The submarine campaigns of the Pacific War probably hold more interest for American readers, and it is instructive to read of that war from a British perspective. The author characterizes the first year or so of US submarine action as “an inauspicious start”. He again blames King for not recognizing the new realities of the requirements for submarines, and particularly for separating command and control of Pacific submarines between two theaters. His point is that an integrated, focused tonnage war on Japanese shipping might well have brought the war to a close a lot earlier. Single command of submarines as a strategic asset is an interesting point, both from the extent of its pertinence to the WWII case and its applicability to future planning.

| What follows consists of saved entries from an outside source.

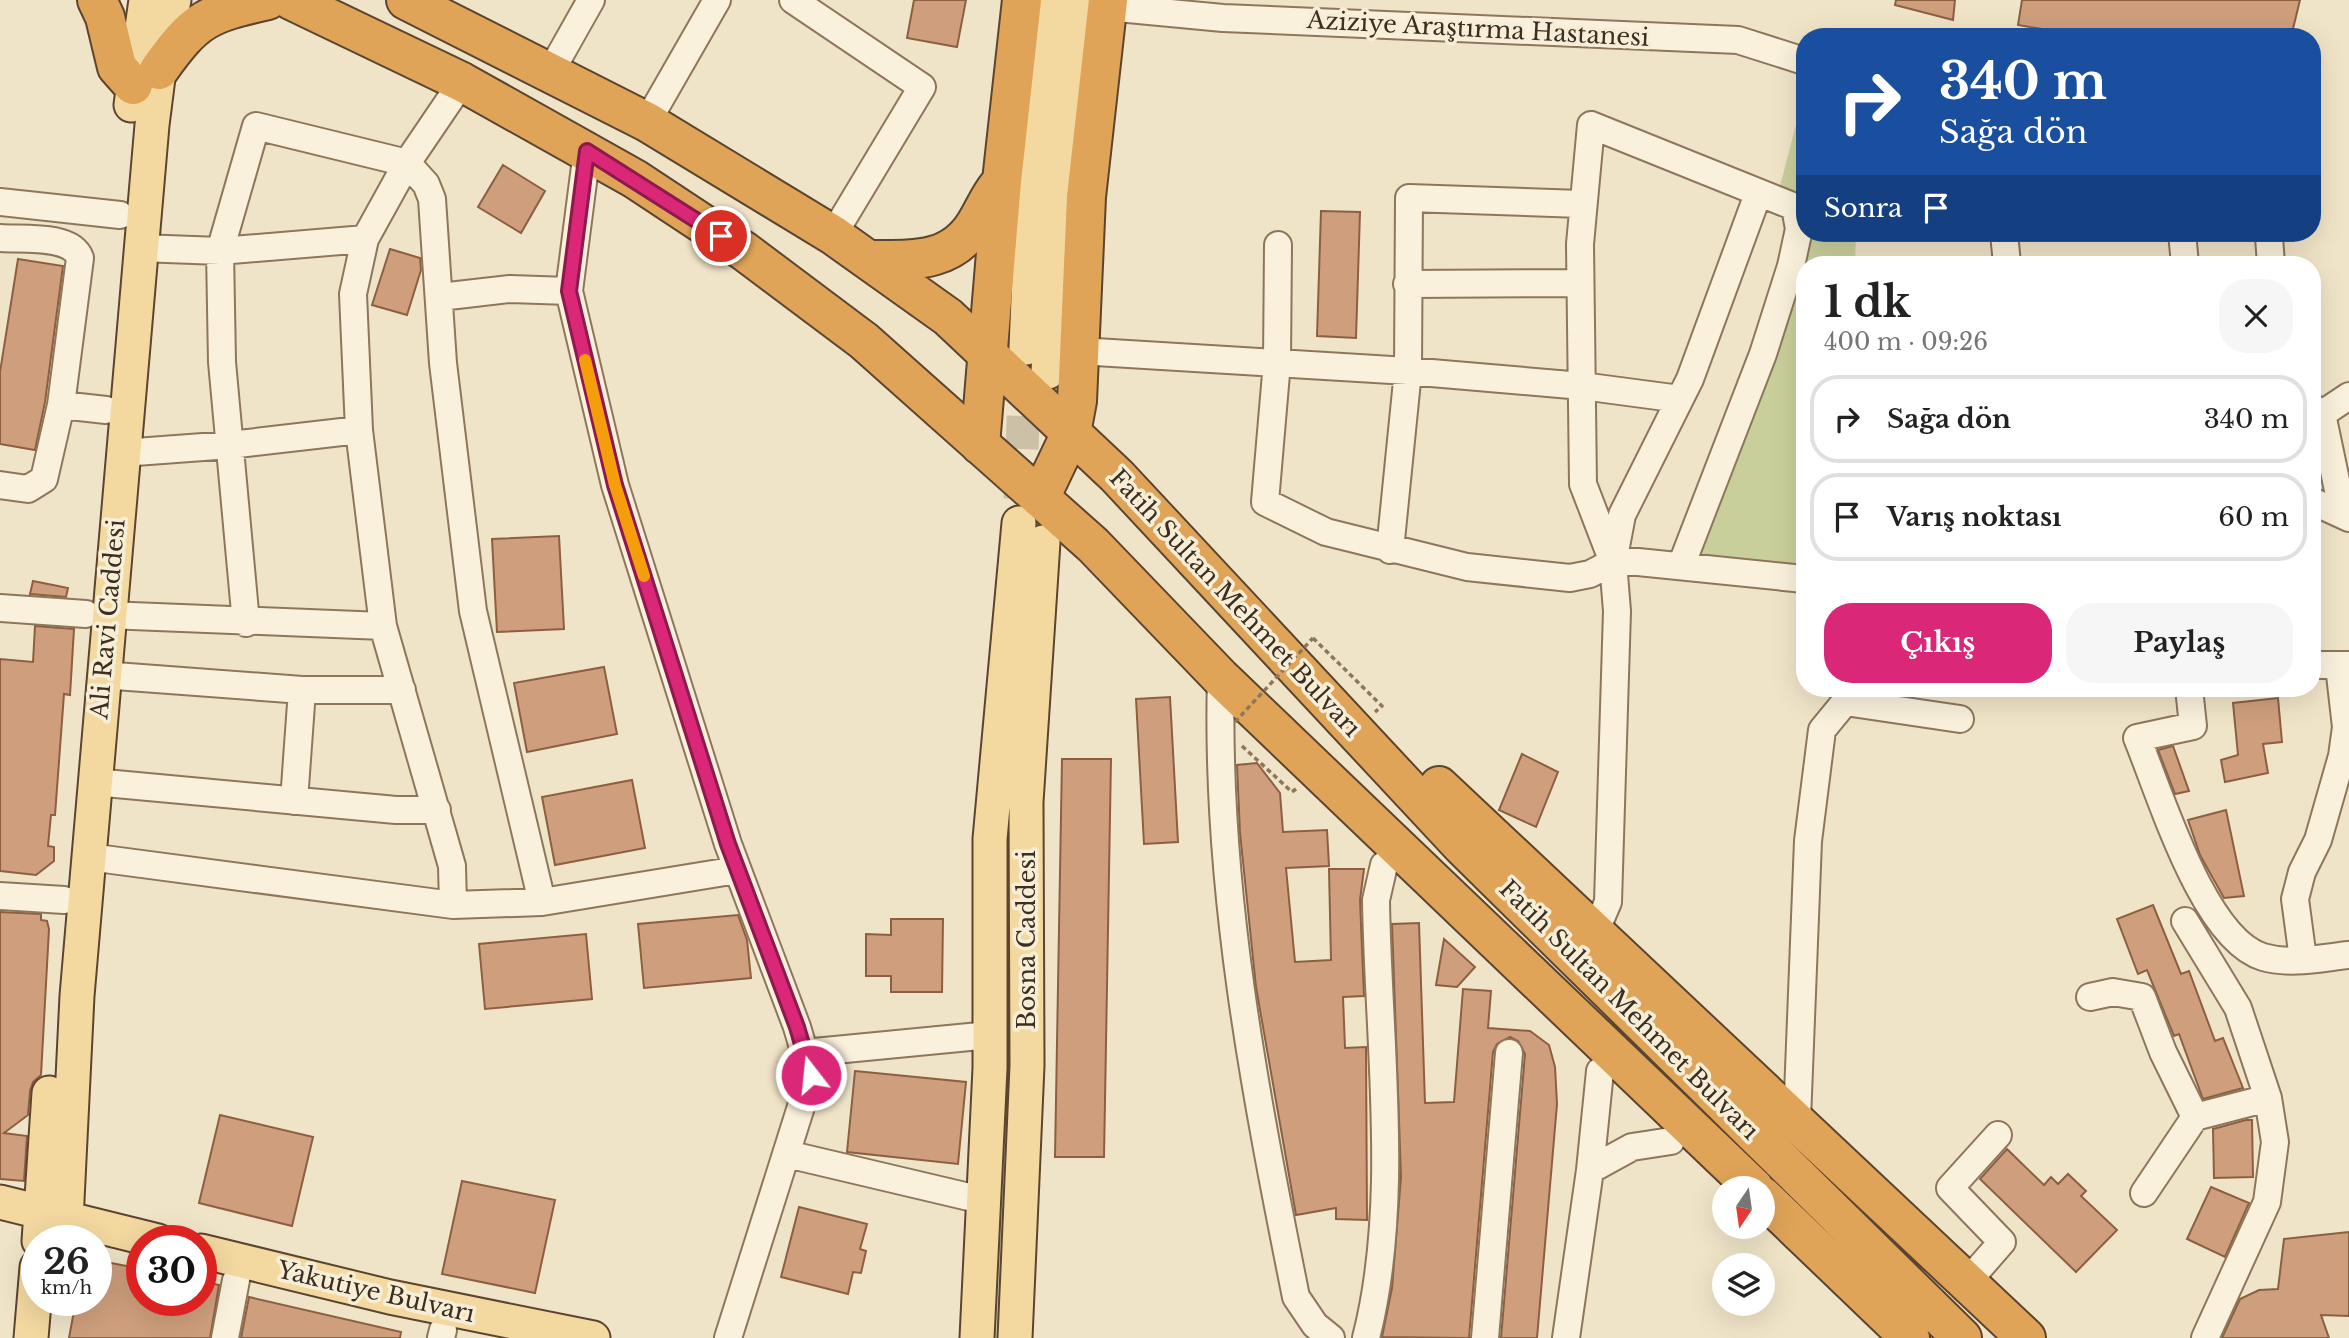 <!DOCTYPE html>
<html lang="tr">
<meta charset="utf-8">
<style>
body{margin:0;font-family:"Libre Baskerville",serif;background:#f6f6f6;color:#222;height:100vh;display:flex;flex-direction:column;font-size:26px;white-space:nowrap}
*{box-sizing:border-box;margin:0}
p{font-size:23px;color:#767676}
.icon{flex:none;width:38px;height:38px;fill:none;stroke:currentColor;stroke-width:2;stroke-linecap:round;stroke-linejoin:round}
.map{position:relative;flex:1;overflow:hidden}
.sheet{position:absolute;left:1796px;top:256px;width:525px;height:441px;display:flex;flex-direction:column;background:#fff;border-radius:28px;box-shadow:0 7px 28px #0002}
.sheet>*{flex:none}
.hud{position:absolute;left:1796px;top:28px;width:525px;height:214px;border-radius:28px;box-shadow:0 7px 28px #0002;background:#1a4fa0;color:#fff;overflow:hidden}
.needle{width:46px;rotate:193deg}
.buttons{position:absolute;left:1712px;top:1176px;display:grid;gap:14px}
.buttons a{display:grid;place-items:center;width:63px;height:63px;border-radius:50%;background:#fff;box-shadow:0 7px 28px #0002;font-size:35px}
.speed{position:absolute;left:21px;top:1225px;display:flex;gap:14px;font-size:35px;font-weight:700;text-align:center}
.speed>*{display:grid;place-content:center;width:91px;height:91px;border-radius:50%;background:#fff;box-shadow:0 7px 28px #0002;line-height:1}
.speed small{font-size:18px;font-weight:400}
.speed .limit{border:10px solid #d22;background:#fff;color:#111}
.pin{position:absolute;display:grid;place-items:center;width:60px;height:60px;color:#fff;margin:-30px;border:4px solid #fff;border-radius:50%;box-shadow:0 2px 7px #0007}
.me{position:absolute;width:77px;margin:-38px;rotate:344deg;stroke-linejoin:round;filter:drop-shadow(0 0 5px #0008)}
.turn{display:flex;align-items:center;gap:24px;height:147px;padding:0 28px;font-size:32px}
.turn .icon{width:91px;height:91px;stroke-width:2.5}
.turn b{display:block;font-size:49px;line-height:60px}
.then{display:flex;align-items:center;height:66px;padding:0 28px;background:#0003;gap:14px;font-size:26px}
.round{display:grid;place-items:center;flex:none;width:74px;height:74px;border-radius:28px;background:#f6f6f6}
.overview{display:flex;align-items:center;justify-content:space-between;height:119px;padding:0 28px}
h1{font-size:42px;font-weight:700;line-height:52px}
.cta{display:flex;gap:14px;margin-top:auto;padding:14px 28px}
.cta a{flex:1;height:80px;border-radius:28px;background:#db2777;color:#fff;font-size:28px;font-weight:700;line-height:80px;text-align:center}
.cta a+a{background:#f6f6f6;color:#222}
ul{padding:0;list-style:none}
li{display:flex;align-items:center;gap:21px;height:88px;margin:0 14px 10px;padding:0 14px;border:4px solid #e0e0e0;border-radius:28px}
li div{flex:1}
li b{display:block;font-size:26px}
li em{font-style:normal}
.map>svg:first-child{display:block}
</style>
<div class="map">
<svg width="2349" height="1338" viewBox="0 0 2349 1338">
<rect width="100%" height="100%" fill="#f0e4c8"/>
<path fill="#c9cf9b" d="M1804,94v102l-24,-10z
M1809,233h47l-1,31h-51v296c-33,14 -75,2 -109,-8l77,-185z
M1030,552l-18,515 -5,271h-19l12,-119 7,-150 -2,-225z"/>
<path fill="#cf9f7d" stroke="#8d5f41" stroke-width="2" d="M914,0h52l-9,47 -50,-9z
M1896,0h59l-2,20 -58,-15z
M2022,0h278l-9,37h-238l1,-6 -36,-6z
M503,165l42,26 -24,42 -43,-26z
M1321,211l39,1 -4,126 -39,-2z
M390,249l30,9 1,12 -14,45 -35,-10z
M18,259l45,7 -18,136 -10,48 -35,-6v-72z
M559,536l5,93 -67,3 -5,-93z
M33,581l35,7 -2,9 -36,-3z
M35,626l39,3 -4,66 -6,-1 -9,121h-4l-3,31 6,1v14l-18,14 -36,-4v-212l33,3z
M604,667l13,67 -90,18 -13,-69z
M1170,697l8,145 -34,2 -8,-145z
M2278,698l4,44 -19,2 5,29 -43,9 -4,-22 17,-5 -5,-52z
M2173,746l16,45 -14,3 -17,-44z
M1522,754l36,18 -22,55 -37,-17z
M1062,759h49l-7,398h-49z
M1257,763l23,30 3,39 44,-2 2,36 -43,2 9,94 36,-2 -2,-91h35l-4,31 4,96 -21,1 2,51 21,-1 1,173 -31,-1v-11l-40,7 -40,-228 -16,-154 -3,-68z
M632,780l13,68 -90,17 -13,-68z
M2226,810l18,86 -20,2 -24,-43 -12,-35z
M2153,905l28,69 8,-3 26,70 8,-3 20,50 -40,11 -24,-65 -5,2 -27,-66 -9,4 -21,-55z
M0,912l41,2v6l6,1 2,8 -8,146 -8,7 -3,9 -2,24 -24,18 23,3 -3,45 -24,-2z
M738,915l9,25 4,38 -107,10 -6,-64z
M891,919h52l-1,73h-51v-16h-25v-42l25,1z
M1419,923l6,180 29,-1 9,-113 28,2 -3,37 42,3 19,14 6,22 2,37 -20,234h-36l24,-284 -7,-13 -8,-4 -13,7 -4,8 -24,286 -87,-1 10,-49 9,-111 -9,-253z
M586,934l6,65 -107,10 -6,-65z
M1444,939l31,28 -18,20 -21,-2z
M855,1071l111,11 -8,82 -111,-12z
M220,1115l93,22 -21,89 -93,-23z
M2246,1120h6l1,57 -39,1 -1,-49z
M2007,1149l37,36 7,-8 7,7 10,-10 18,17 -5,5 36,34 -41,42 -96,-93z
M462,1181l93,19 -20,93 -93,-19z
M2211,1187l38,16 -24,54 -38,-18z
M799,1207l68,17 -7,25 6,2 -5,22 -8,-1 -5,22 -67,-17z
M2349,1232v84l-28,-1 8,23h-107l18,-39 19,-9 19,-1 6,-50z
M96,1260l46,9v31h59v-19l18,4 -9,53h-141l7,-38h20z
M249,1297l152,35 -1,6h-159z"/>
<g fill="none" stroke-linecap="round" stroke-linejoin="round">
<path stroke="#ccc0a6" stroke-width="33" stroke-dasharray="33 17" stroke-linecap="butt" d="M1020,499l5,-128"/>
<g stroke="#8d765c" stroke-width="30">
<path id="minor" d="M793,0l129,87 -89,148
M1107,7l116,11 515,22 66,21
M551,71l40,-71
M647,122l70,-122
M587,151l-18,140 46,194 113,359 69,183 14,48 -83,263
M0,202l120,13
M2004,233l3,31
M2182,233l3,31
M2269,237l2,27
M0,238c22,2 71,-4 80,20l-19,147 -17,74 -16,10 -28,-4
M1278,245l-1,117 -12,140 61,30 141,35 103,11 20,-4 23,-12h25l166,17
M140,248l80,3 145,-12
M1407,284l173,-1
M440,297l70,-8 59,2
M1079,351l329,20 174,15 98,13
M61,405l45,5
M2312,407l10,7 21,100
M2312,428l10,-14 27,-18
M122,453l108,-8 129,-15
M2312,501l37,17
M1390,550l18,-179 1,-173 172,6
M1613,562l-30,-78 -3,-240 11,-119 204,82 4,22 -8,37 -28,88 -82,212
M0,608l86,6
M107,615l276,11
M246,623l-24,-261 -2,-111 36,-125 151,37 19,21 6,15 11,164 30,248 69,291
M2312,665h37
M102,675l200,15h100
M1221,678c-6,209 34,415 75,619l19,28 16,13
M2189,688l4,38 -56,12c23,55 66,201 126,219 28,8 58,1 86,-2
M94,782l302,28h41
M294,801l8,-111
M89,857l364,48 89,-3 195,-32
M0,896l64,4
M453,905l-1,-39 -69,-240 -24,-196 -6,-136 12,-55 42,-76 55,-81
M2185,921l53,87 30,90 7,44 -8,60 -62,136
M1596,930l12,-28 9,-291 -4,-49 9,-47 68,-136 68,-185
M2303,959l-8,-60 7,-27 16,-32 24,-84 4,-29 -7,-61
M2090,997l23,-5 29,5 21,55 32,65 -51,76
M804,1053l186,-18
M2195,1117l73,-19
M1797,1120l11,-279 14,-111 23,-28 115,17
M787,1154l199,47
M1590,1170l42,-23 39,-6
M1968,1281l34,-39 -52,-54 48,-53
M225,1338l11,-58
M441,1338l2,-8
M1366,1338c35,-136 12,-297 10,-438l8,-35
M1485,1338l24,-285
M1566,1338l24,-168 10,-99"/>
</g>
<g stroke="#5b4430" stroke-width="37">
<path id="major" d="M131,105l15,-105
M1026,348l7,-169 22,-179
M1048,372l11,-220 19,-152
M0,1202l158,39
M39,1241l10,-148
M65,1241l12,-245 75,-871 7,-55 15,-70
M201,1251l189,46 203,41
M31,1338l6,-71
M977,1338l13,-270v-229l29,-316
M1015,1338l12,-272 -1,-264 17,-260"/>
</g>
<g stroke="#5b4430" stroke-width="42">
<path id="highway" d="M97,0l8,17 12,50 16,18
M291,0l171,82 173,97 109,72 120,90 229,204 128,133 533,510
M406,0l241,122 186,113 115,82 169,159 345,370 500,492
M159,70c37,-52 48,-56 109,-70
M871,260c42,0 81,3 105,-37 8,-13 13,-26 22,-37
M980,445l22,-264 20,-181
M1040,498l31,-65 6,-32 9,-204 22,-197
M1439,786l587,552
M1762,1196l148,142"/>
</g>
<path stroke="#8d765c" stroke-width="3.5" stroke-dasharray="5 3.5" stroke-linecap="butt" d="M1313,638l69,68 -7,6
M1242,746l50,46 4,-3"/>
<use href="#minor" stroke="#faf1dc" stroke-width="26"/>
<use href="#major" stroke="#f3d9a0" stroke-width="33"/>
<use href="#highway" stroke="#e0a458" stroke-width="38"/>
<path stroke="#8d765c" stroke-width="3.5" stroke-dasharray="5 3.5" stroke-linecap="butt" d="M1235,722l78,-84"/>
</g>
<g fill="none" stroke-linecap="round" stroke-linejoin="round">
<g stroke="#8e194d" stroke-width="18">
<path id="route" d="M721,236l-134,-85 -18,140 46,194 113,359 69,183 14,48"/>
</g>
<use href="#route" stroke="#db2777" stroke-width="12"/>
<path stroke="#f59e0b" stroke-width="12" d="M585,360l30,125 29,91"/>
</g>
<g text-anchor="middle" stroke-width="7" stroke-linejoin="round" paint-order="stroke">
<g font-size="24" fill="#3d2e20" stroke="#f7eed8">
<text transform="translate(1478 29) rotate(3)" y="8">Aziziye Araştırma Hastanesi</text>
<text transform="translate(1235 603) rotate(47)" y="8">Fatih Sultan Mehmet Bulvarı</text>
<text transform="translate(108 619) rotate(-85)" y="8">Ali Ravi Caddesi</text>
<text transform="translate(1027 940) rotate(-90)" y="8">Bosna Caddesi</text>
<text transform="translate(1629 1010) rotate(45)" y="8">Fatih Sultan Mehmet Bulvarı</text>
<text transform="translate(376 1292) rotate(13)" y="8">Yakutiye Bulvarı</text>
</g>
</g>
</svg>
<div class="buttons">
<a><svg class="needle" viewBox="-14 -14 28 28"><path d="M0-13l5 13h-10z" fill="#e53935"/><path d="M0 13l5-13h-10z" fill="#767676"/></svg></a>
<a><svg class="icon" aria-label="layers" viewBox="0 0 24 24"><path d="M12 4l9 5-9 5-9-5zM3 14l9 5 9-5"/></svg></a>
</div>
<div class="speed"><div>26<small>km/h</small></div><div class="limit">30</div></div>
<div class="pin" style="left:721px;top:236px;background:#d93025"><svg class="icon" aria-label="arrive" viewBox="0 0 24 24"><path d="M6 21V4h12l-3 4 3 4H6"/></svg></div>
<svg class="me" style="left:811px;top:1075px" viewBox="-20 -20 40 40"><circle r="17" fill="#db2777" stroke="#fff" stroke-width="3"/><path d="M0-11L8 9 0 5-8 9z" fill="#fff"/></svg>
<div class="hud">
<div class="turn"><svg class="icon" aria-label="right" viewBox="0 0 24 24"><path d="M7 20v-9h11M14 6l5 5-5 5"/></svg><div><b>340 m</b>Sağa dön</div></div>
<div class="then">Sonra<svg class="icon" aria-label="arrive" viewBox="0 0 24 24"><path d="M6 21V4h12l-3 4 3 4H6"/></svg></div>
</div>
<section class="sheet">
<div class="overview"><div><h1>1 dk</h1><p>400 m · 09:26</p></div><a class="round"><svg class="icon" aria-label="close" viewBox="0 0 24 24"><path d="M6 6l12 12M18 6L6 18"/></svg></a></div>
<ul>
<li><svg class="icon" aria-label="right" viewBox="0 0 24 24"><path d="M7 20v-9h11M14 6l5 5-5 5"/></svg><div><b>Sağa dön</b></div><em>340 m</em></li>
<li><svg class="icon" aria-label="arrive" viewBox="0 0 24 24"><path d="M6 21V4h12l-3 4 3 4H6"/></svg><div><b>Varış noktası</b></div><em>60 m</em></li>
</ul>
<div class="cta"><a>Çıkış</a><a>Paylaş</a></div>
</section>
</div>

All the submarine aces of our pantheon are mentioned by Padfield and given due credit for extraordinary accomplishments. WAHOO’s exploits in sinking a destroyer at Wewak in New Guinea and on the same patrol the sinking of two frieghters, one transport and one tanker by the team of Mush Morton and Killer O’Kane are covered in detail. Those details also include Morton preventing the Japanese troops who survived the sinking from reaching the nearby shore to fight again. Red Ramage in PARCHE and his convoy melee, Sam Dealey in HARDER and his five destroyer destruction derby, and O’Kane on his own in TANG are all covered adequately enough to give the general reader a good feeling for the skill, daring and tenacity of those skippers. The late-war incursions to the Chinese and Korean coasts by Gene Fluckey in BARB and George Steele in TIRANTE in their actions against covert convoys are well covered. It is apparent, however, that space did not permit a full treatment of the work and knowledge involved in finding those convoys nor of the skill and fortitude displayed by each in going into shallow water in an enemy harbor to wreck havoc on what was left of Japanese shipping.
At the end of the book Padfield gives his evaluation of the force commanders. Doenitz is given an outstanding place for “his clear focus on the tonnage war”. Padfield does say that toward the end he sent his U-Boat men out to die in obsolete boats, but does not score him for not starting a parallel path of technical improvement at the outset and waiting until too late in the war to push the Type XXL At the same time he counts Christie in SW Pac as .. the most disastrous failure” for his actions in command regarding the magnetic exploder affair. There seems to be a cross in the author’s reasoning about the material responsibilities of operational submarine commanders. On the British side, Captain Simpson, Commodore of the TENTH Flotilla in Malta, is ranked among the highest while Admiral Pound and the British Naval Staff “lacked clarity or sufficient force in argument with Churchill” which allowed the U-Boats “to bring Great Britain within an ace of defeat”.
Oddly enough, neither Lockwood nor Nimitz were named among his list of the best.